The move, touted by a business executive at the time as “an exciting step forward”, was intended to streamline the process for homeowners considering selling to Zillow as part of his house flip business. Zillow promoted this option as a way to make it easier to sell a home while minimizing interactions with others during the pandemic. Barely eight months later, however, the company completely shut down that business, Zillow Offers.
Zillow declined a request for an interview with Krishna Rao, the company’s vice president of analysis. In a statement, Zillow spokesperson Viet Shelton told CNN Business that the company is using Zestimate for Zillow offerings “in the same way we encourage the public to use it: as a starting point.”
“The challenge we faced in Zillow Offers was the ability to accurately forecast the future price of inventory in three to six months, in a market where home value changes were larger and faster than ever,” he said. Shelton said.
Indeed, since Zillow entered the home turnaround industry in 2018, real estate markets have changed in extremely unpredictable ways. The pandemic resulted in a temporary freeze in the housing market, followed by an imbalance of supply and demand that caused housing prices to rise unprecedentedly. This may have only complicated the company’s decision to include Zestimate – which Zillow says is not an appraisal, but a “computer-generated estimate of the home’s value today,” taking into account available data “- as part of the Zillow bidding process. in more than 20 cities.
Artificial intelligence can examine much more information, much faster, than a single human could when considering a fair price for a home, weighing factors such as comparable home sales in a region. , the number of people searching in a specific neighborhood, etc. Still, “you can ask a realtor to look at a house and in a second choose a critical valuation factor that just doesn’t exist as ones and zeros in any database,” said Mike DelPrete, a real estate technology strategist. and Researcher-in-Residence at the University of Colorado Boulder.
A key element of Zillow
“Three times a week, we create over 500,000 unique valuation models, built on 3.2 terabytes of data, to generate current Z estimates on more than 70 million US homes,” the company wrote in a filing. of titles in 2011. More than 10 years later, the company publishes Zestimates for more than 100 million American households.

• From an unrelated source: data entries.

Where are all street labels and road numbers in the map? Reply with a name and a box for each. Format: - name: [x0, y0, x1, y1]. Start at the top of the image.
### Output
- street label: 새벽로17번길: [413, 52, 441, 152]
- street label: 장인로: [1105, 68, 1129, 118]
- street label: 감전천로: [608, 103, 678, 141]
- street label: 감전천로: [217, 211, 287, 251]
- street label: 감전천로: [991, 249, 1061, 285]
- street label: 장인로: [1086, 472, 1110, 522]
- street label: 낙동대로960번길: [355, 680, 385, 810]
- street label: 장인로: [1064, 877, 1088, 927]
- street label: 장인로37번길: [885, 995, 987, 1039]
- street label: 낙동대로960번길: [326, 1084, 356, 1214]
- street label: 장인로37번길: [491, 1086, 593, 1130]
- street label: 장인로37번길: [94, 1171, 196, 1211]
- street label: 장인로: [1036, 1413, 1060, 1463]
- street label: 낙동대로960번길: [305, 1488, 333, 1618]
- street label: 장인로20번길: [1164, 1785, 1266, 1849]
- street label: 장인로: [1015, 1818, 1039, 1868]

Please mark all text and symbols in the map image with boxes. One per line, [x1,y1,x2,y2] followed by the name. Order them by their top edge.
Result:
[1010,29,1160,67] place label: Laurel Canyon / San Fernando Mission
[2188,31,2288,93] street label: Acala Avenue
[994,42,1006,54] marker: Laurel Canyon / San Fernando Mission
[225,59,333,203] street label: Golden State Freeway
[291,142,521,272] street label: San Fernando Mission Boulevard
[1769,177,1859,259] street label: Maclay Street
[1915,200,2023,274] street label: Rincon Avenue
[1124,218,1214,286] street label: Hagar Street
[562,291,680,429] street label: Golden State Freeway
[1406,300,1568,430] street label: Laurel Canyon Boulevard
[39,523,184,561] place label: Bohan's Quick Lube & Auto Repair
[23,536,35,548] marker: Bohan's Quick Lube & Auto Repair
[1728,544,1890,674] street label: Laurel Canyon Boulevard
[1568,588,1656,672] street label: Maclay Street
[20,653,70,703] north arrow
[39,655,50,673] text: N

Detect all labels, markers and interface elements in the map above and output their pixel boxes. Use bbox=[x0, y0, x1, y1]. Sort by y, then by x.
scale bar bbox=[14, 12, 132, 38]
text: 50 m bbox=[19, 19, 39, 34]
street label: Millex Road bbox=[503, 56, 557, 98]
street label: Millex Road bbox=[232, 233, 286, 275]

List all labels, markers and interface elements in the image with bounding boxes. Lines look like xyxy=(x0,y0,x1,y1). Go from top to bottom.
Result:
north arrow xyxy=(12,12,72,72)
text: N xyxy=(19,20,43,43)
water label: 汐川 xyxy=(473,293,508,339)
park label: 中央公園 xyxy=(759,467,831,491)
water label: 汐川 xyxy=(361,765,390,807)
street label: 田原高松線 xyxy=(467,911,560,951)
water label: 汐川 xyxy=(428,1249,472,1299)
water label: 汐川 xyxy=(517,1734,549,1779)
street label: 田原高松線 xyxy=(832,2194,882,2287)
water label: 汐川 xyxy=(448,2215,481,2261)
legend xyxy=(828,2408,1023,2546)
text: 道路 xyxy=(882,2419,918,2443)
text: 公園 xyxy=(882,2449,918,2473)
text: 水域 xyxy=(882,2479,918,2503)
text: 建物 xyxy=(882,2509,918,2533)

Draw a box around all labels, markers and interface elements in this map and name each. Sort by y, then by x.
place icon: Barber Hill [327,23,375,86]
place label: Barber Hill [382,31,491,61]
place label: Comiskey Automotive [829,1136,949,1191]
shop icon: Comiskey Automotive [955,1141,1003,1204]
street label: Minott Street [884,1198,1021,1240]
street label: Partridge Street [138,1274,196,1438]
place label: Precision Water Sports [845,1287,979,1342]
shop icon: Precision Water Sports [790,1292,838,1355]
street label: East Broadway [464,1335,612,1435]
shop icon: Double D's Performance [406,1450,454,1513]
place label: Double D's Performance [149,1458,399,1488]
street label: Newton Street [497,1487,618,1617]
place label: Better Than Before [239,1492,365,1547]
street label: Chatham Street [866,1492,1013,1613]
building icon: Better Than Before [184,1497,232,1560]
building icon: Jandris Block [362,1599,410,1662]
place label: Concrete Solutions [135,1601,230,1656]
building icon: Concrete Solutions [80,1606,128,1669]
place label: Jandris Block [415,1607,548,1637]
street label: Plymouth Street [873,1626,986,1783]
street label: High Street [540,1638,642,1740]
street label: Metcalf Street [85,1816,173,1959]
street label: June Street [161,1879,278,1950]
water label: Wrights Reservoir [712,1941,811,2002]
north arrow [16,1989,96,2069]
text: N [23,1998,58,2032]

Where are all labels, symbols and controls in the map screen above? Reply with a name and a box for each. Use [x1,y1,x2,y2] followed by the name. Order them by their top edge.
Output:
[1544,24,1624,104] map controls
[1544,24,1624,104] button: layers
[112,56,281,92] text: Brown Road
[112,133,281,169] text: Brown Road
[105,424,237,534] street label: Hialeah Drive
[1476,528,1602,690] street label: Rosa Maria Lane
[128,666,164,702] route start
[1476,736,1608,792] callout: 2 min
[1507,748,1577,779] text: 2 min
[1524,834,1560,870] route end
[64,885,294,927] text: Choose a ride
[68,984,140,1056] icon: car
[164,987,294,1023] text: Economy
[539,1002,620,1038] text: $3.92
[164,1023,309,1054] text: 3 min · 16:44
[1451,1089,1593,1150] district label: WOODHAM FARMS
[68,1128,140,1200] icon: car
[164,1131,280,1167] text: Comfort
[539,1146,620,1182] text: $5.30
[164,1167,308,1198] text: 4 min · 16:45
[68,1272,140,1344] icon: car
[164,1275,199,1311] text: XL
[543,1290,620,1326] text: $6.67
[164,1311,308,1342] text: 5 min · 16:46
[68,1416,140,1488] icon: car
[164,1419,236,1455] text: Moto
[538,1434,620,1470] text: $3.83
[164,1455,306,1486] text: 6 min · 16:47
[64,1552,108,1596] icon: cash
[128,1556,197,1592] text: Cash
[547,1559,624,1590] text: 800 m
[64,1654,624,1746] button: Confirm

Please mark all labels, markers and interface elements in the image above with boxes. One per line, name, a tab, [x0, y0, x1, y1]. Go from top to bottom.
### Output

If you search for homes on the Zillow website or app, Zestimate is featured prominently in every listing whether the home is for sale or not. If the house is currently for sale, a red dot will appear next to the words “House for sale” and the Zestimate, if available for that house, will appear on the same line.
Zillow has spent years improving Zestimate, going so far as to host a multi-year data science competition to improve the accuracy of the algorithm behind it. The company awarded a team of three with the $ 1 million prize in early 2019.
Zestimate currently has a median error rate of 1.9% for homes that are on the market, Shelton said, which means Zillow’s estimates for half of the homes on the market are within 1. , 9% of the actual selling price. This error percentage is much higher – 6.9%, according to Shelton – for non-market homes. A spread of as little as 1.9% on a property with a Z estimate of $ 500,000 is still close to $ 10,000; this number is multiplying over many, many homes in different cities across the United States.
An art, not just a science
It’s one thing to create a template on a website that is often quite accurate. It’s another to then try to use this model in the real world to make very expensive bets – and do it on a large scale, according to Nima Shahbazi, a member of the winning team. Zestimate algorithm and CEO of Mindle.AI, which helps companies use AI to make predictions. For example, if one of the homes Zillow bought had some hidden issues – like a missed crack in the foundation – the Zestimate wouldn’t be able to predict those issues, he said.
“There are a lot of different parts between a very decent model and deploying the model to production that can go wrong,” he said.
Zillow used Zestimate to help him make buying decisions for homes he hoped to make a profit over time. But Nikhil Malik, an assistant professor of marketing at the University of Southern California, said algorithms tend to be good at making accurate short-term predictions, such as predicting stock prices a second in advance. But there just isn’t enough data for an algorithm to know more about longer busts and booms, according to Malik, who studies algorithmic pricing and has studied Zestimate in particular.
There are also many non-quantifiable aspects of giving a home a price tag, noted DelPrete, such as the value of living in the same neighborhood where you grew up or down the street from your parents. These can vary from person to person, making it even more difficult to outsource a home appraisal process to a computer.
“It’s a good tool for what it is,” DelPrete said of Zestimate, but it’s a mistake to think that it can be used to accurately predict house prices now or in the near future. to come up. He considers it “almost a toy,” intended more to pique your curiosity when searching for your or your neighbor’s house online.
“If you want to do iBuying and you’re going to be making thousands of deals every day, you’ve got to be really good at pricing homes, not just today but in three to six months,” he said. “And it is an art and a science.”
– CNN’s Anna Bahney contributed to this report.